Reputation: 5526
I would like to implement an API key system to secure API calls to my app.
The way I think will work is my having a private key/secret per account. Each request contains the time, account id and a hash(time+secret).
The server can then do the same thing with the users secret from the database and check that against the hash the client sent.
Is this a reasonable way to do it? It is open to a brute force attack, but I'm thinking that as long as the secret is long (ie uuid) it shouldn't be too much of a problem...
A Thought
Any one could submit another request with the same time and hash and have it accepted, after all its valid, right?
Upvotes: 1
Views: 2590
Reputation: 32878
For APIs that only retrieve data (other than private data), rather than create, modify, or delete data, option 1 in this answer may be adequate. See, for example, the Bing Maps REST API and Google Maps Premier web services (where here, Google Maps also hashes the URL with a digital signature and a special key known only to the API user, which, while providing protection against modifying the URL, apparently still doesn't provide replay attack protection).

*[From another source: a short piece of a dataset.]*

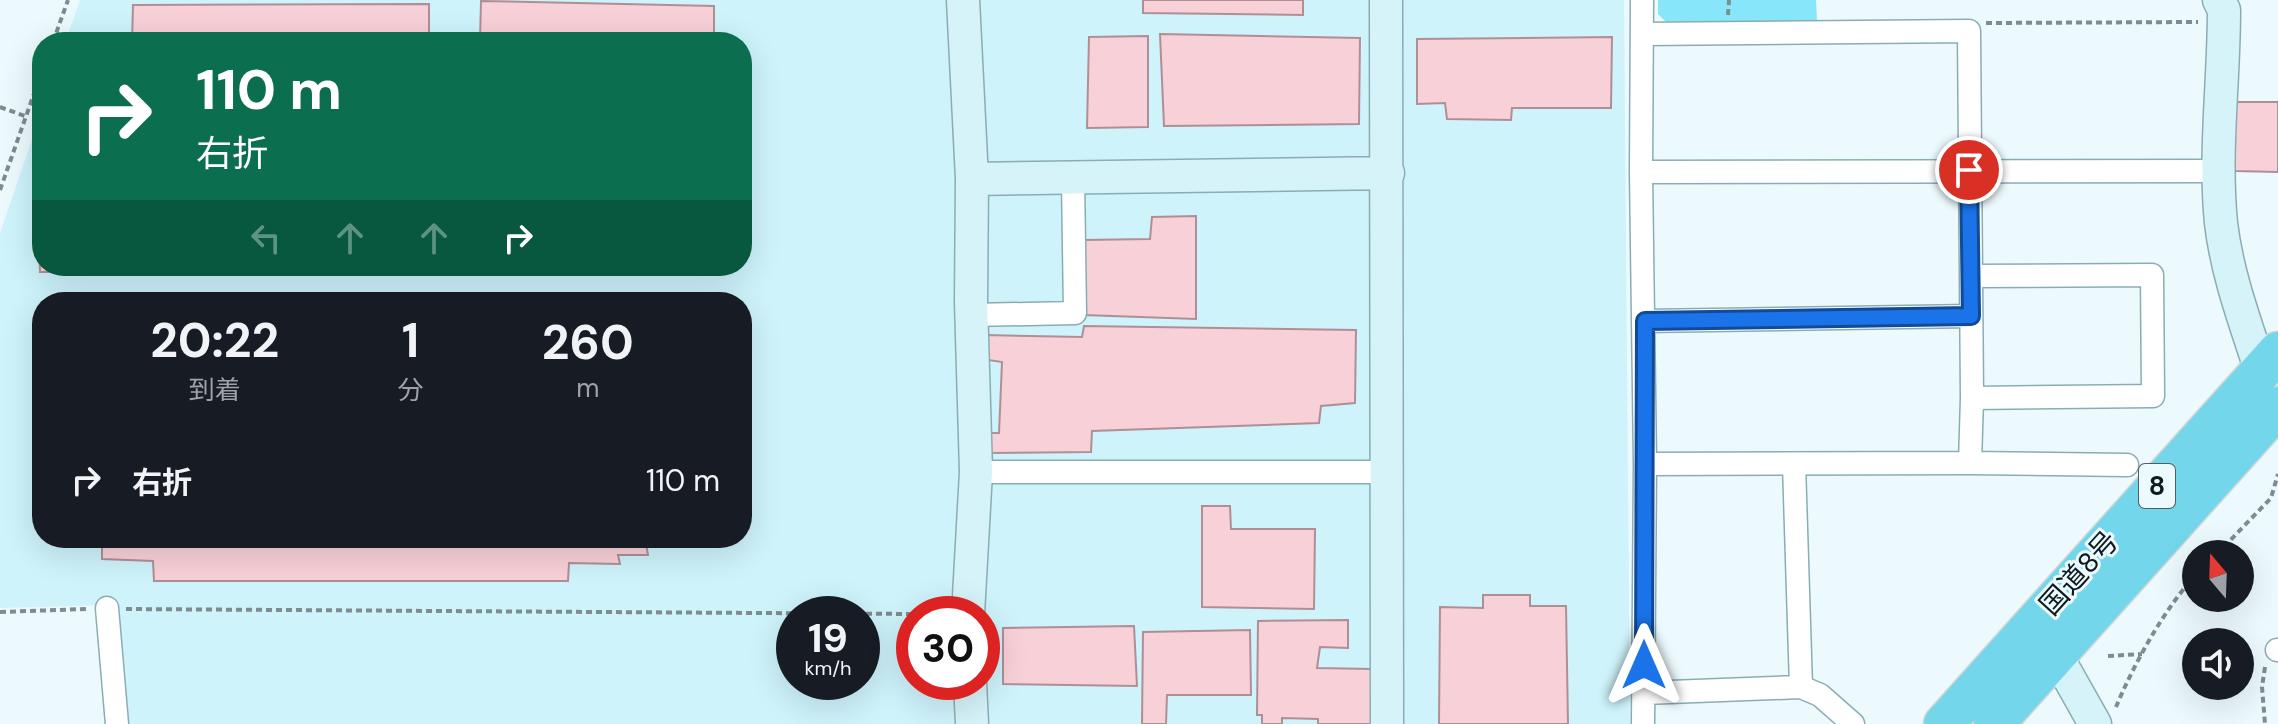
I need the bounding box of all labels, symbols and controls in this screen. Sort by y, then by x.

In fact, some APIs that retrieve data do not use an API key, but rather limit access in other ways (for example, the YouTube API allows retrieving publicly available data on videos and users' channels without requiring authentication, but limits the number of recent requests).

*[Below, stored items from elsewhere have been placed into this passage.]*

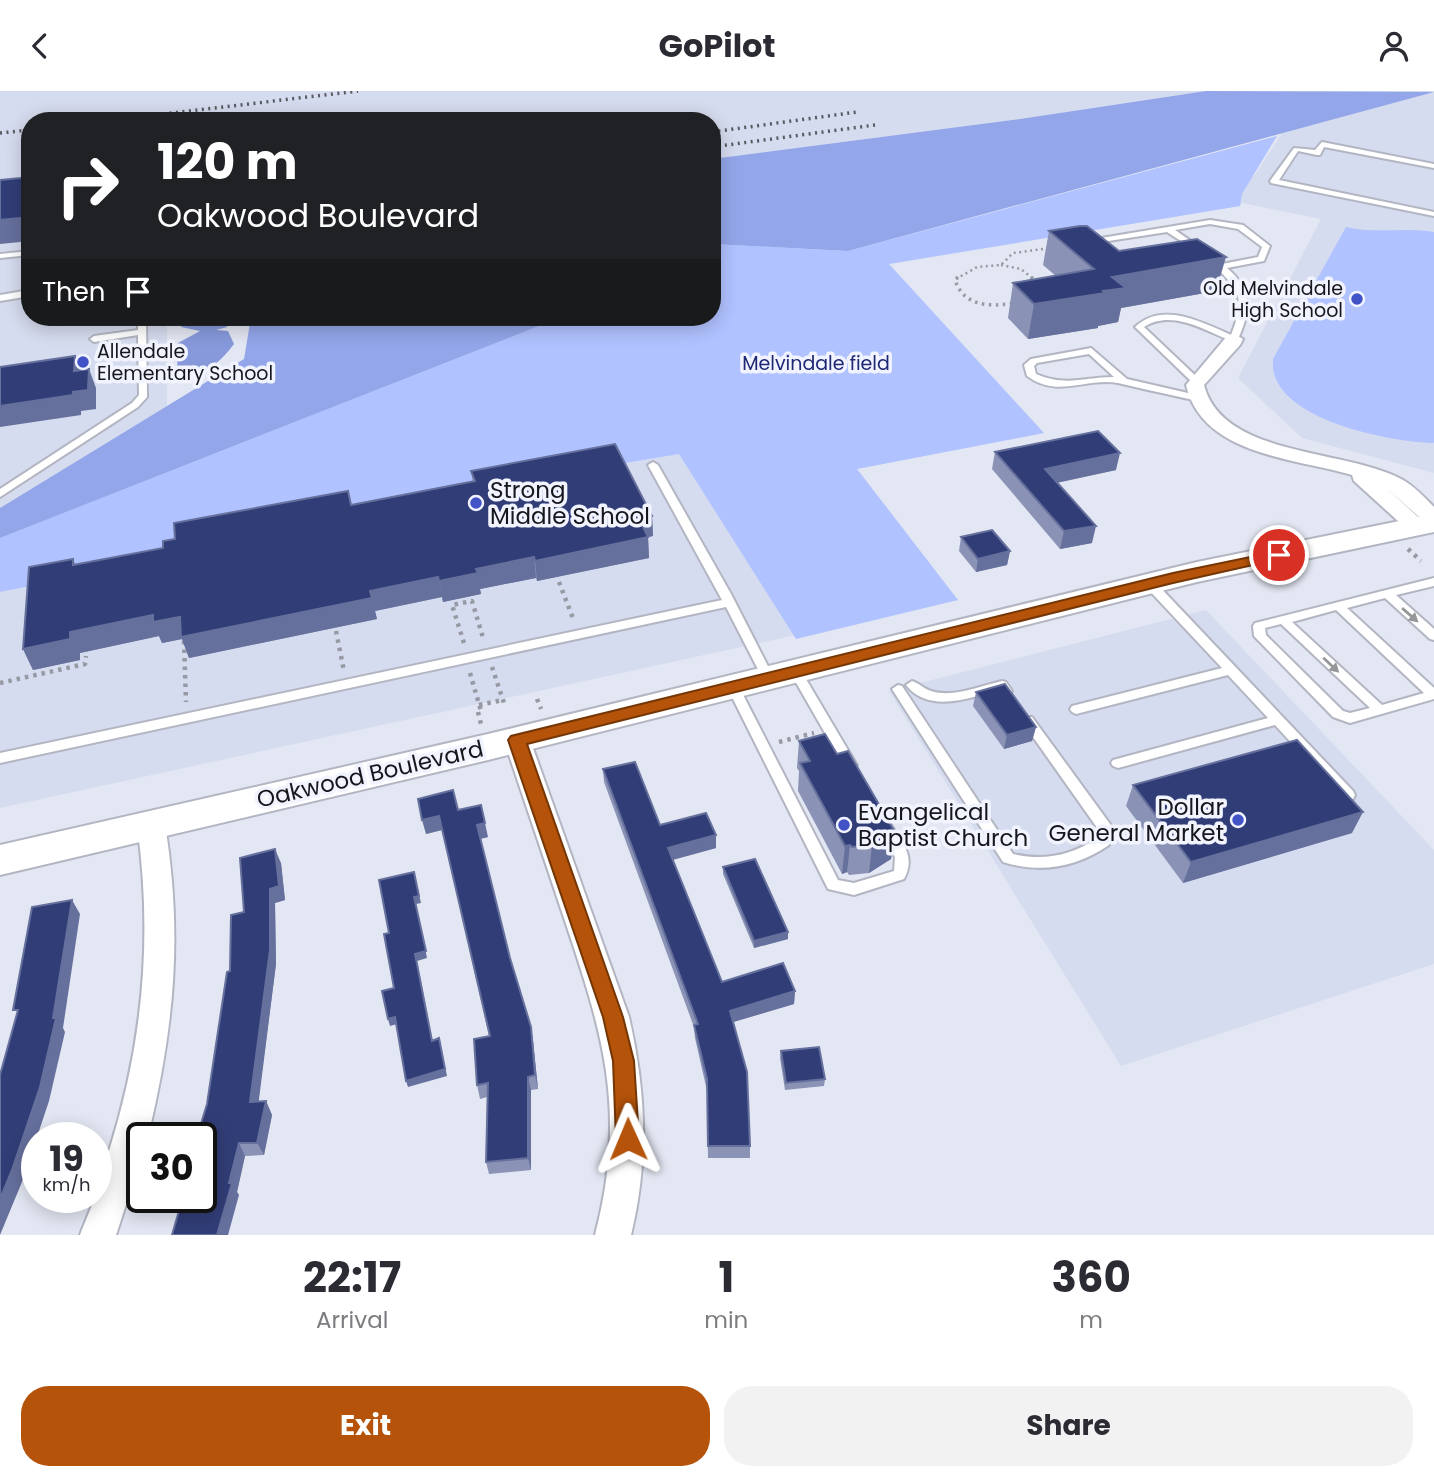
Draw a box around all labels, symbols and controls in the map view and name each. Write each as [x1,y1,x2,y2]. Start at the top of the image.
text: GoPilot [659,23,776,68]
icon: back [21,27,59,65]
icon: person [1375,27,1413,65]
text: 120 m [157,128,298,196]
icon: right [42,140,133,231]
text: Oakwood Boulevard [157,193,479,238]
icon: arrive [119,273,157,311]
text: Then [42,274,105,310]
place label: Old Melvindale High School [1203,275,1343,324]
marker: Old Melvindale High School [1349,291,1365,307]
place label: Allendale Elementary School [97,338,273,387]
park label: Melvindale field [742,350,890,377]
marker: Allendale Elementary School [75,354,91,370]
place label: Strong Middle School [490,474,650,532]
marker: Strong Middle School [468,495,484,511]
pin [1249,525,1309,585]
icon: arrive [1260,536,1298,574]
one-way arrow [1402,607,1419,622]
one-way arrow [1322,657,1340,673]
street label: Oakwood Boulevard [254,732,486,816]
place label: Dollar General Market [1049,791,1224,849]
place label: Evangelical Baptist Church [858,796,1028,854]
marker: Dollar General Market [1230,812,1246,828]
marker: Evangelical Baptist Church [836,817,852,833]
position arrow [591,1102,665,1176]
speed limit sign: 30 [126,1122,217,1213]
text: 19 [49,1134,84,1183]
text: km/h [43,1172,90,1197]
text: 22:17 [303,1248,401,1307]
text: 1 [718,1248,734,1307]
text: 360 [1051,1248,1131,1307]
text: Arrival [316,1304,388,1336]
text: min [704,1304,748,1336]
text: m [1079,1304,1103,1336]
button: Exit [21,1386,710,1466]
button: Share [724,1386,1413,1466]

Options 2 and/or 3 are required for APIs that do more than just retrieve publicly-available data, for instance, if it modifies user profiles, posts content, or accesses private information: see for example, the YouTube data API authentication page, where OAuth is mentioned as one possible authentication scheme.
Especially for option 1, the API key here is used in order to track access by users to your API, and most importantly, limit access by those users. Option 1 may not be appropriate for APIs that allow unlimited data access.

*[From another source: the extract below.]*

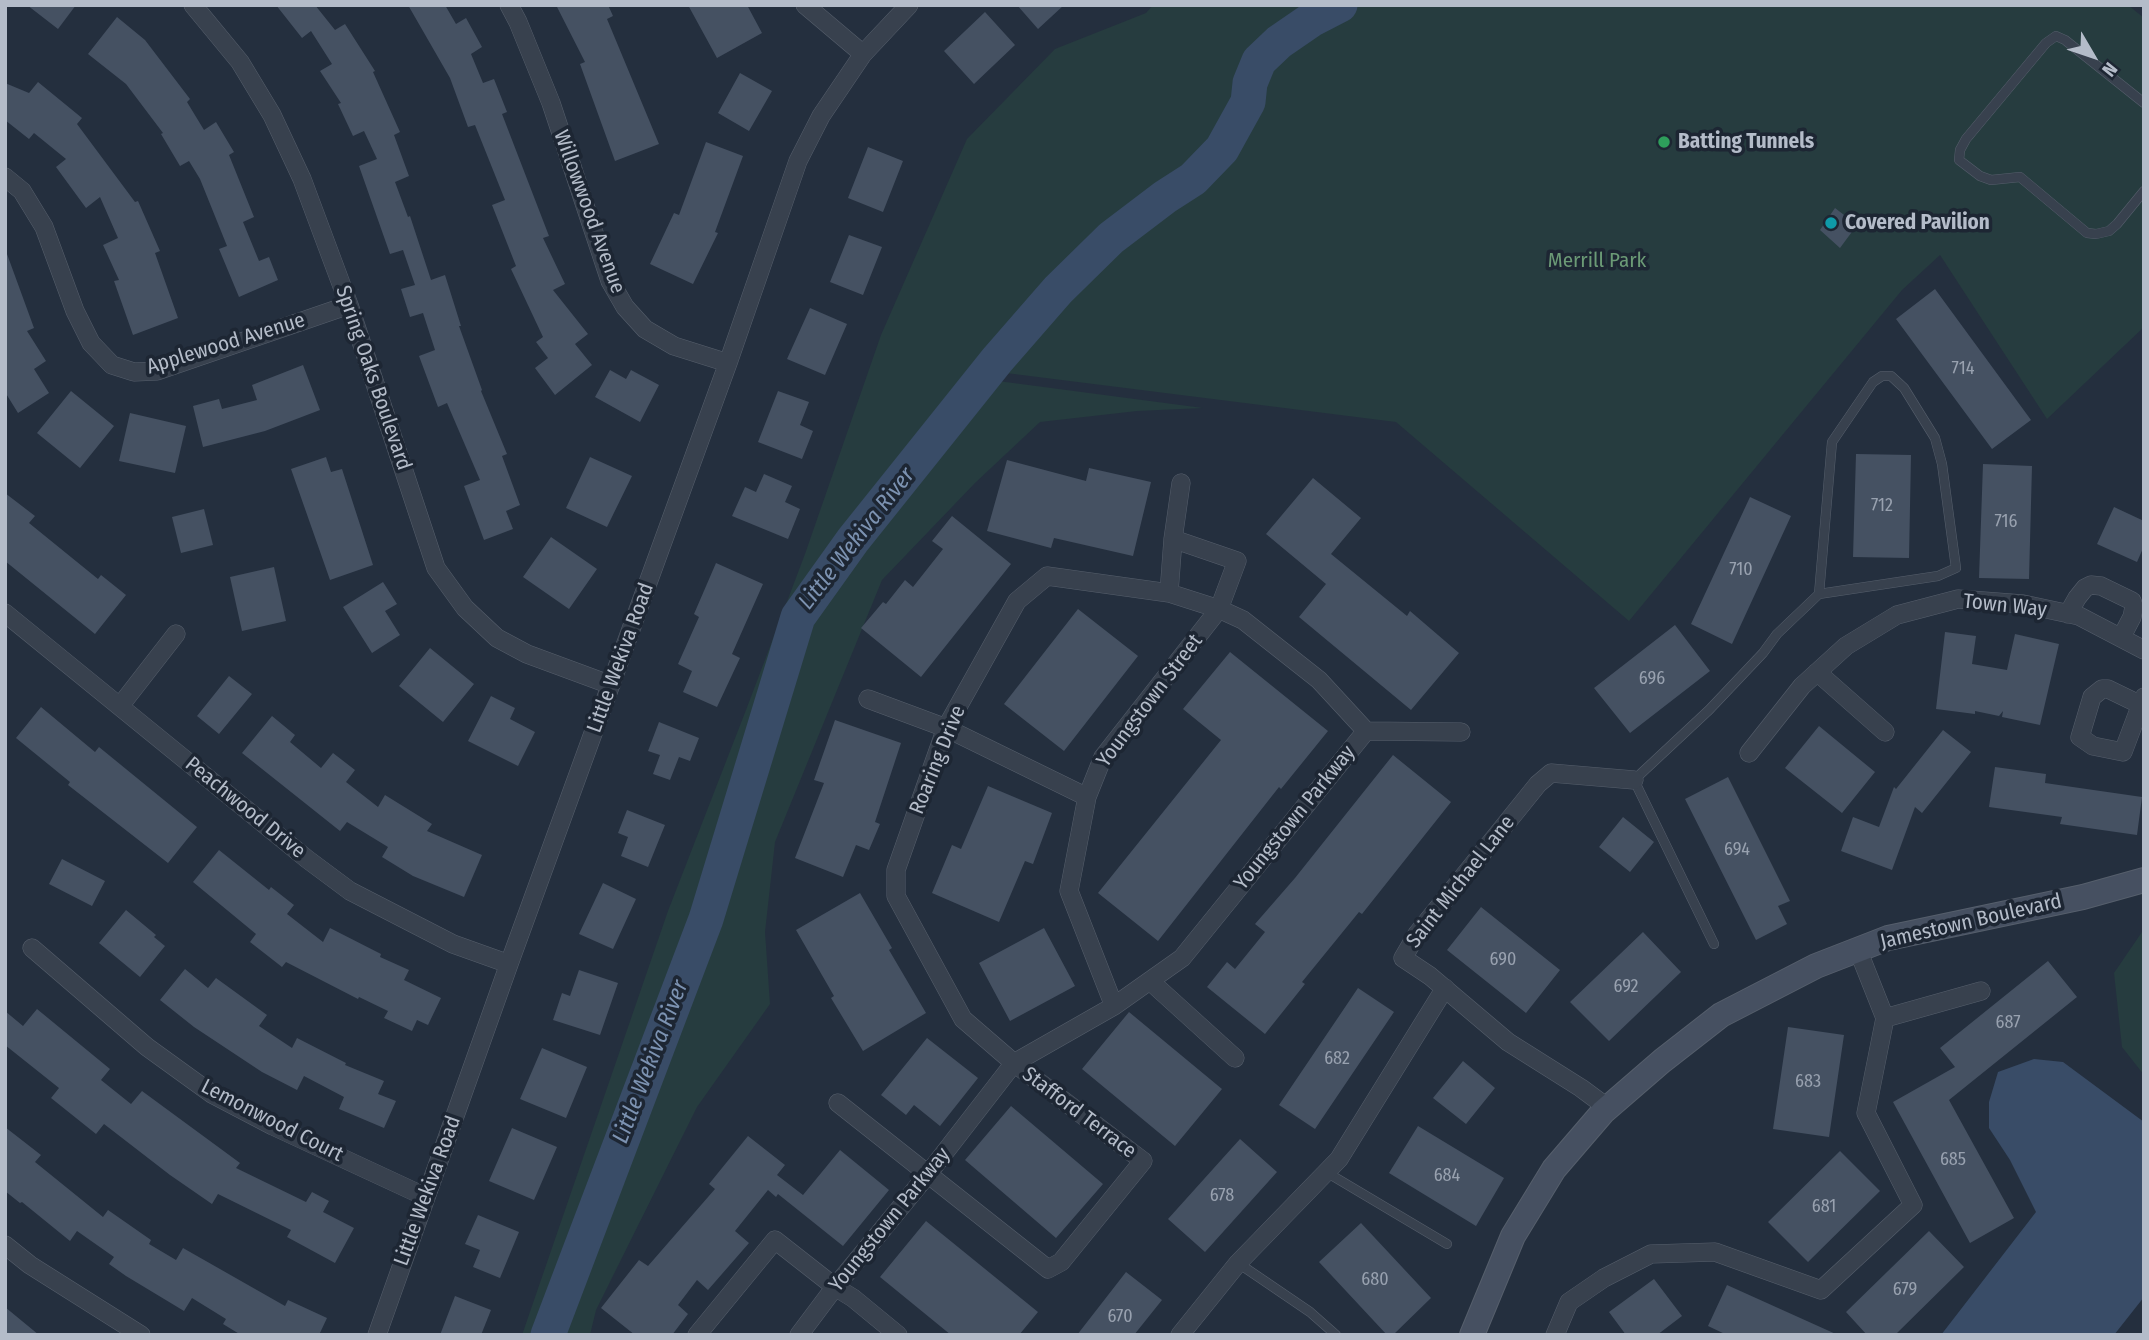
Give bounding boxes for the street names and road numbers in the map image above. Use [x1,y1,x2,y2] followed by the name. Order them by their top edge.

(This is an answer since it's too long to be a comment.)
Upvotes: 2
Reputation: 788
The problem being that the nonce + hash can be replayed. A real authentication protocol requires at least two messages:
Server Client
---->challenge --->
<----response------
For example, the challenge could be the nonce, supplied by the server, and the client's response would be the hash of password with the nonce.
Unfortunately, this requires state, and the whole problem with RESTful protocols is that they do not want the hassle of keeping state. And yet they want to authenticate...
So you really have three options:
Option 1: Pretend the problem does not exist, and use the stateless "authentication" protocol. This is no different from using a cookie. The nonce + password-hash is no more secure than a cookie. Cookies can be stolen, etc, and replayed. The entire web is now plagued by these replay attacks.
Option 2: Try to bolt an authentication protocol onto a stateless communication method. Here, you would have the client send you a UTC time-stamp instead of a nonce. The use of the time-stamp provides limited defense against replay. Obviously your clock is not going to be synched with that of the client, so your server will allow any timestamp within some error margin, and that error margin will be the replay margin of the authentication protocol. Note that this violates REST, because the authentication message is not idempotent. Idempotent implies "can be successfully replayed by an attacker".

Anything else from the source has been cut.